In April 1945, Nash was reassigned to AP's Washington Bureau, and after the war she covered the Pentagon, the House Armed Services Committee, and general military news until 1956. In 1956, she was forced to retire from AP, whose policy stated that women could not work after their 55th birthday. The compulsory retirement age for men at that time was 65.

Early into her forced retirement, Nash married Bradley De Lamater Nash, a Harvard University graduate and expert in government operations who had worked as the Deputy Undersecretary of Commerce. They moved together to Harper's Ferry, West Virginia, where they owned High Acres Farm. Nash used her retirement to continue writing, this time working on her memoir about her experiences during the war. Her manuscript, titled Why Go to War?, was rejected by the publishing company she sent it to in 1946 due to the market's over-saturation with war books.

Ruth Nash was also an active member of the Republican Party, and from May 1957 to August 1958 she served as a public relations consultant for the Republican National Committee's women's division.

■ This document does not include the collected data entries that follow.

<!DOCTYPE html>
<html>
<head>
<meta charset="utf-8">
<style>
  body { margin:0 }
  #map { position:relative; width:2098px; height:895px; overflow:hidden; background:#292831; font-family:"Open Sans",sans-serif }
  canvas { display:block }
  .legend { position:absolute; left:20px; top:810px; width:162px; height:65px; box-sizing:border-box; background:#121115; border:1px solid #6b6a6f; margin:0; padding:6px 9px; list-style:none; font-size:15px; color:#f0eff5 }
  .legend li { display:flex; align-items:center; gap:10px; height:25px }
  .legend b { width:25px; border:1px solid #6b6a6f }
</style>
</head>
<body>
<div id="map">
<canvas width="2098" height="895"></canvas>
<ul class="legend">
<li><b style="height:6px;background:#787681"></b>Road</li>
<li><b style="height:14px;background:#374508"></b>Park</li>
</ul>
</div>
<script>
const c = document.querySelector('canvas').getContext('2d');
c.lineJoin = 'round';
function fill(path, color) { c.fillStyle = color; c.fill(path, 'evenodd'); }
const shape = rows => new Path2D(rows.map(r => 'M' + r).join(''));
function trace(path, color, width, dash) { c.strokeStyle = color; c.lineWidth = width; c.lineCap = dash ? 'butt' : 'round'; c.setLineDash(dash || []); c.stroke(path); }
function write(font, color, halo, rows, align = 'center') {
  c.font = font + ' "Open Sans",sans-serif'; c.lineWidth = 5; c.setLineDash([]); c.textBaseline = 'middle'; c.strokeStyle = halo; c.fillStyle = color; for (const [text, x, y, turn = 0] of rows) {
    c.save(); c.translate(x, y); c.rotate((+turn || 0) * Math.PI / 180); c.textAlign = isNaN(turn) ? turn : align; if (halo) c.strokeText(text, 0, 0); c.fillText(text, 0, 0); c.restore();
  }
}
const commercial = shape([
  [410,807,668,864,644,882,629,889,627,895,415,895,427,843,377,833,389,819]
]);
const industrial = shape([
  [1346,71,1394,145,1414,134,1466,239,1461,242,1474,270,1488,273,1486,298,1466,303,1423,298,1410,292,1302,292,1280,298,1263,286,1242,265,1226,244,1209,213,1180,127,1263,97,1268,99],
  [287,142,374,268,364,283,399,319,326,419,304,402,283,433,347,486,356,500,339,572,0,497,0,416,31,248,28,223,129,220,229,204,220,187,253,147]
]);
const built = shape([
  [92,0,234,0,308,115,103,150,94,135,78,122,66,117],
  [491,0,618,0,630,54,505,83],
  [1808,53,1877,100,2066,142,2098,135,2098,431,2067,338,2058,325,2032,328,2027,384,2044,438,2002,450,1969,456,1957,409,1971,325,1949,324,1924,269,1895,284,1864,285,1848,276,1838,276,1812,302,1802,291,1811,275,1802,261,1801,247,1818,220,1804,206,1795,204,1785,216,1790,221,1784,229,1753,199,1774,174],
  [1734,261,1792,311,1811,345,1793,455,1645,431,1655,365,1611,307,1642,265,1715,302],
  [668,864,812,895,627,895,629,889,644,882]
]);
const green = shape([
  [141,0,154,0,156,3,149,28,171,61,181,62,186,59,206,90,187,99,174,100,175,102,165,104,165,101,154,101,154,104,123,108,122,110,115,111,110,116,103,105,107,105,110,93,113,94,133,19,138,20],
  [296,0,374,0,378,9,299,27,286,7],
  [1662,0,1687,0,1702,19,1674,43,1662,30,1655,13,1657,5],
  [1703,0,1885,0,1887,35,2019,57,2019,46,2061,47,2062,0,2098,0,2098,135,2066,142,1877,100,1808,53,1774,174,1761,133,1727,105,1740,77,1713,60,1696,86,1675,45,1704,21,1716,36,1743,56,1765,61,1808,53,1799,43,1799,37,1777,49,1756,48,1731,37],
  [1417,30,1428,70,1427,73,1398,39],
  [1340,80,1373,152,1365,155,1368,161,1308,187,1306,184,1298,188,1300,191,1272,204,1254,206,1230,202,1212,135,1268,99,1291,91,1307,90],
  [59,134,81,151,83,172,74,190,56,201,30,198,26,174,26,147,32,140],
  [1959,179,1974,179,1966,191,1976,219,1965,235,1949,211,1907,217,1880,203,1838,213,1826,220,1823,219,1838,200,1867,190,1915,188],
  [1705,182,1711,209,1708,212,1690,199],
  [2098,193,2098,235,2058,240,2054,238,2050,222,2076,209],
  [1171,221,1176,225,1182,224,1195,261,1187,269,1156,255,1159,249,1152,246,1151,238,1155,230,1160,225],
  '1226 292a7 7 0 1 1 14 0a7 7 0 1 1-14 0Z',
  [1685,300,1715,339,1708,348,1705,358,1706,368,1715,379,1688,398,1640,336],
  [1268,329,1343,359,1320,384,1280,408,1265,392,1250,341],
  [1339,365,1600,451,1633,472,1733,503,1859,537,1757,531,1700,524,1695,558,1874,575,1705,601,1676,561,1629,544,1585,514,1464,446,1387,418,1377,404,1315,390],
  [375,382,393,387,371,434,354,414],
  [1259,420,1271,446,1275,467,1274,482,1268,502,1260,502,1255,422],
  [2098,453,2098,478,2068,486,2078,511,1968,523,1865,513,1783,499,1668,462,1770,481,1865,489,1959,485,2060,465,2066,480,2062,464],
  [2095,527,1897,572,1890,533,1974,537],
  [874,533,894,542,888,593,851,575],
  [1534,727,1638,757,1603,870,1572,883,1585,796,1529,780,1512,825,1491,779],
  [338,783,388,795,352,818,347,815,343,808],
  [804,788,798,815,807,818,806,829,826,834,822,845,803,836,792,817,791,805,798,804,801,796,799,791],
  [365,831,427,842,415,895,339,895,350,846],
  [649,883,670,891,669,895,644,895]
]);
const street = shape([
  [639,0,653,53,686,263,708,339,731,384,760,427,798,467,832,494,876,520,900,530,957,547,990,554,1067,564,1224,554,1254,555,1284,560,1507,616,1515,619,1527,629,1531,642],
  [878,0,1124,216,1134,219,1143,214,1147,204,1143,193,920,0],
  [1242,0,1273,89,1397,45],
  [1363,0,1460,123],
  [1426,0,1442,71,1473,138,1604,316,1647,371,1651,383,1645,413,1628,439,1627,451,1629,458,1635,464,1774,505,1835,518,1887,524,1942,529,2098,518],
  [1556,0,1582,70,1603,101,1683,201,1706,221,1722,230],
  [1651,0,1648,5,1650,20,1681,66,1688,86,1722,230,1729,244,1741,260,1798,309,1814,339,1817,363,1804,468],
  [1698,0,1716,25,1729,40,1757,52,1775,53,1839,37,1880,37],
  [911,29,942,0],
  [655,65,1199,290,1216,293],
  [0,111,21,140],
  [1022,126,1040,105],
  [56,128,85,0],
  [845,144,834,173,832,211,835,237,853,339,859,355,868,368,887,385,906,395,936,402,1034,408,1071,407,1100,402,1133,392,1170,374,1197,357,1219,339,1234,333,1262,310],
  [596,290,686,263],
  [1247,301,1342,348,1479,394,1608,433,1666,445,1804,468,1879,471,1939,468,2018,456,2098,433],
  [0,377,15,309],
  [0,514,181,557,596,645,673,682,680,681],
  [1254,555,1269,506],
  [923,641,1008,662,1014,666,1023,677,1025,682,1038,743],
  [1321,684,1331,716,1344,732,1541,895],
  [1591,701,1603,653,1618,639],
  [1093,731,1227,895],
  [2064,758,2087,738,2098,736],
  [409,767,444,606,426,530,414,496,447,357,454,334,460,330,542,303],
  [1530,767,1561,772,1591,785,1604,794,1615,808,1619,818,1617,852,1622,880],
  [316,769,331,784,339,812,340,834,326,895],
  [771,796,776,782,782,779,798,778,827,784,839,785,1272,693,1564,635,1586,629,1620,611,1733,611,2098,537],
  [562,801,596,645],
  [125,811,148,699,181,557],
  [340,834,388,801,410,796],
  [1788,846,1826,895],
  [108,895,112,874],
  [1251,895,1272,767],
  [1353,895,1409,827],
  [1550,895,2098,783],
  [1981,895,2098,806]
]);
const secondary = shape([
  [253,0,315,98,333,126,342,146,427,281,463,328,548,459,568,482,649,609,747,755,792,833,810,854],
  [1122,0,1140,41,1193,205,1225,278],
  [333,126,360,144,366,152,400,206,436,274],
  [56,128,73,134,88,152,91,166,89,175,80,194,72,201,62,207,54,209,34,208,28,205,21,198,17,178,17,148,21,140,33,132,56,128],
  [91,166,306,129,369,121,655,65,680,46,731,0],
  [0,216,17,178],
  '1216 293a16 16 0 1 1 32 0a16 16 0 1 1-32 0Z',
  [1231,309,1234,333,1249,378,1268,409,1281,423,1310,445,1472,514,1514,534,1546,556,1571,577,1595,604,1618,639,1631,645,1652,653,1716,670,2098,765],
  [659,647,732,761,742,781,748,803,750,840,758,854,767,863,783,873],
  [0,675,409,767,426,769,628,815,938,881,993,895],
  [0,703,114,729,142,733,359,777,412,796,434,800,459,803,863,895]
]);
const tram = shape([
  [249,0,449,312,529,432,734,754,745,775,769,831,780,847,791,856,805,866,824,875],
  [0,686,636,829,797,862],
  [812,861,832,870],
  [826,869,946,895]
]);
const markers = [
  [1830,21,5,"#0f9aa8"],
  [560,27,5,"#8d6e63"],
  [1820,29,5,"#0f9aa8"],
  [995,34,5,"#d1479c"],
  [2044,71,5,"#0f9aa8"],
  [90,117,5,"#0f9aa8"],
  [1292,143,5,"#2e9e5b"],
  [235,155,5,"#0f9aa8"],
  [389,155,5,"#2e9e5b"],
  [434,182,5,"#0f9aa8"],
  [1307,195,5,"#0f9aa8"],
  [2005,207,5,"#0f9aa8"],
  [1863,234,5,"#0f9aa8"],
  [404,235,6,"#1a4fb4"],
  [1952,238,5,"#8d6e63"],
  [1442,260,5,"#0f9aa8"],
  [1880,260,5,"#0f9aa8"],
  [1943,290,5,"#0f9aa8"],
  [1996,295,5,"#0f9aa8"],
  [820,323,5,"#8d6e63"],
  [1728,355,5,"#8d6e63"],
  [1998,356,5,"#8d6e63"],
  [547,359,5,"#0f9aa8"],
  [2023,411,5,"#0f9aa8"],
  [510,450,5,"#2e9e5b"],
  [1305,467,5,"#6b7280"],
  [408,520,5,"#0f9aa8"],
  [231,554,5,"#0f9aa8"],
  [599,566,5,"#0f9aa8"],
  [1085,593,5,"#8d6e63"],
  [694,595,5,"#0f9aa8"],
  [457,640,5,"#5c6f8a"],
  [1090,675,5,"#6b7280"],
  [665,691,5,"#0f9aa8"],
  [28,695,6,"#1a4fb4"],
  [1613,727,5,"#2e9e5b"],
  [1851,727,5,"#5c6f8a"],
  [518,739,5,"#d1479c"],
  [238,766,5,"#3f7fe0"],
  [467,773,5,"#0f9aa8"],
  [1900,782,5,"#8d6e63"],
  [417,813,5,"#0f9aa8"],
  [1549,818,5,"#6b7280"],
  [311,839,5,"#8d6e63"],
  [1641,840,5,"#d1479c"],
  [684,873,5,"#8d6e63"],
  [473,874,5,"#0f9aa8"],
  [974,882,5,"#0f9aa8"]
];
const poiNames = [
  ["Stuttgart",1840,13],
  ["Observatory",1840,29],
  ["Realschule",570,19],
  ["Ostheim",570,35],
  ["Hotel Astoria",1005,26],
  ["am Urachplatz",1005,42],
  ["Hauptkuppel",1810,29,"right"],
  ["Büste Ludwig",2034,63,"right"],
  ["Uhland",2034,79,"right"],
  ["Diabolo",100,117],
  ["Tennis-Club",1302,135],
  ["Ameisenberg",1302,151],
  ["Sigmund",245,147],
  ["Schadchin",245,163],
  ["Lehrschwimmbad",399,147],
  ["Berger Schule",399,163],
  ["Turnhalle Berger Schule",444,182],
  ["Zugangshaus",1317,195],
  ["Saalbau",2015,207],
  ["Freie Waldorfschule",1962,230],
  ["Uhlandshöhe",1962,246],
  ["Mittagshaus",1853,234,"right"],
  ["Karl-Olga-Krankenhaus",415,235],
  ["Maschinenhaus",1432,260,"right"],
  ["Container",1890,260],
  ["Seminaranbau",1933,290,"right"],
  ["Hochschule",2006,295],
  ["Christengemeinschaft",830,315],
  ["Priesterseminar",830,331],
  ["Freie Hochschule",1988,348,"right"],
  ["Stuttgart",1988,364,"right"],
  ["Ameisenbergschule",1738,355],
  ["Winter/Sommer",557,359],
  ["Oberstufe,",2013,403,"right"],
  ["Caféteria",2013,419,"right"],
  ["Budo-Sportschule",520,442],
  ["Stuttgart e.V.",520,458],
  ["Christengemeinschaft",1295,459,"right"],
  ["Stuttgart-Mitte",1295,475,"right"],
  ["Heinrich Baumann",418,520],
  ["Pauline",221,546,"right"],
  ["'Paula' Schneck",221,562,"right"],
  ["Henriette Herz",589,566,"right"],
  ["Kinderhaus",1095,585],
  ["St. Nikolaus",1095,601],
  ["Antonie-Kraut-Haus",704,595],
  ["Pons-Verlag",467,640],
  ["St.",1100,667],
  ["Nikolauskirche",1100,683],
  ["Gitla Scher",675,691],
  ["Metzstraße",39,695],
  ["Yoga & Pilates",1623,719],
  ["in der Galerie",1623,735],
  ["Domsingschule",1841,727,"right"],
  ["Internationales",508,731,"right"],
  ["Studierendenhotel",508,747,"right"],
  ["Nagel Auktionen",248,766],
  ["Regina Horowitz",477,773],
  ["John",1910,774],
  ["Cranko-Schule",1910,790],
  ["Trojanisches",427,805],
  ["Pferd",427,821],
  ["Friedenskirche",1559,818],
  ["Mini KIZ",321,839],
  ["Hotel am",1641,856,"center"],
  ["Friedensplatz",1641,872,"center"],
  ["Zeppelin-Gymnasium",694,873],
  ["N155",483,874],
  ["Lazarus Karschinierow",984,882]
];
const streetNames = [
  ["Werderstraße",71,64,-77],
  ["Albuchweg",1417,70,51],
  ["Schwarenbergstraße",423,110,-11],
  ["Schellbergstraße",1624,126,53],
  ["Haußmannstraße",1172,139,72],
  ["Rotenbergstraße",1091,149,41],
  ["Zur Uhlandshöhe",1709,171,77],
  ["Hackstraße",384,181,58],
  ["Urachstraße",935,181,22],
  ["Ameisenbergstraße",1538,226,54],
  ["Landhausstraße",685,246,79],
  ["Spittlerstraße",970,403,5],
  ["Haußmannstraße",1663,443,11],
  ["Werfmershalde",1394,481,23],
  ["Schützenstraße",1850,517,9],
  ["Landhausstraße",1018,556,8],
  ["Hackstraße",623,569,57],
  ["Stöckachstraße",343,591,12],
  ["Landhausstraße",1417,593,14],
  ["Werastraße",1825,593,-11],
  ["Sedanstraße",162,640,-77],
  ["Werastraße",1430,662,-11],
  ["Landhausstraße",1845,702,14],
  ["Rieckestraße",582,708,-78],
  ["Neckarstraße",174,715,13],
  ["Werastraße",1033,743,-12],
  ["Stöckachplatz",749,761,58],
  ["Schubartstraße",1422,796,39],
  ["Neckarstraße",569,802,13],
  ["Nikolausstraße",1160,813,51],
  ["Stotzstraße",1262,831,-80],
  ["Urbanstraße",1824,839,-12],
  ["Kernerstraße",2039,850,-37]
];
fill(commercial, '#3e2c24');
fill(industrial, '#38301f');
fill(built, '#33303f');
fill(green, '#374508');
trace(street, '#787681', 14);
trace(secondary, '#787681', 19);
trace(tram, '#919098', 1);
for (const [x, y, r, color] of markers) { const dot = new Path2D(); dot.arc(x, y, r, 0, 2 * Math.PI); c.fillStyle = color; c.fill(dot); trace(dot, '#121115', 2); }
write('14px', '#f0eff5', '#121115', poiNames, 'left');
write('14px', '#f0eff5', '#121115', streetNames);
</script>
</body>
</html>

Beginning in September 1958, Nash served as the confidential administrative assistant to Bertha Adkins, the Under Secretary of the United States Department of Health, Education, and Welfare (now the Department of Health and Human Services). Also in 1958, Nash became a member of the Defense Advisory Committee on Women in the Services (DACOWITS).

Both Nash and her husband Bradley Nash were active in their retirement, and Bradley Nash was the mayor of Harper's Ferry, West Virginia for many years. They donated portions of their land to the National Park Service in 1984 to create a wildlife preserve.

==Death and legacy==

Ruth Cowan Nash died on February 5, 1993, of respiratory arrest in her sleep. She was 91 years old. She had no children. Her papers are currently held at Schlesinger Library at Harvard University, in Cambridge, Massachusetts.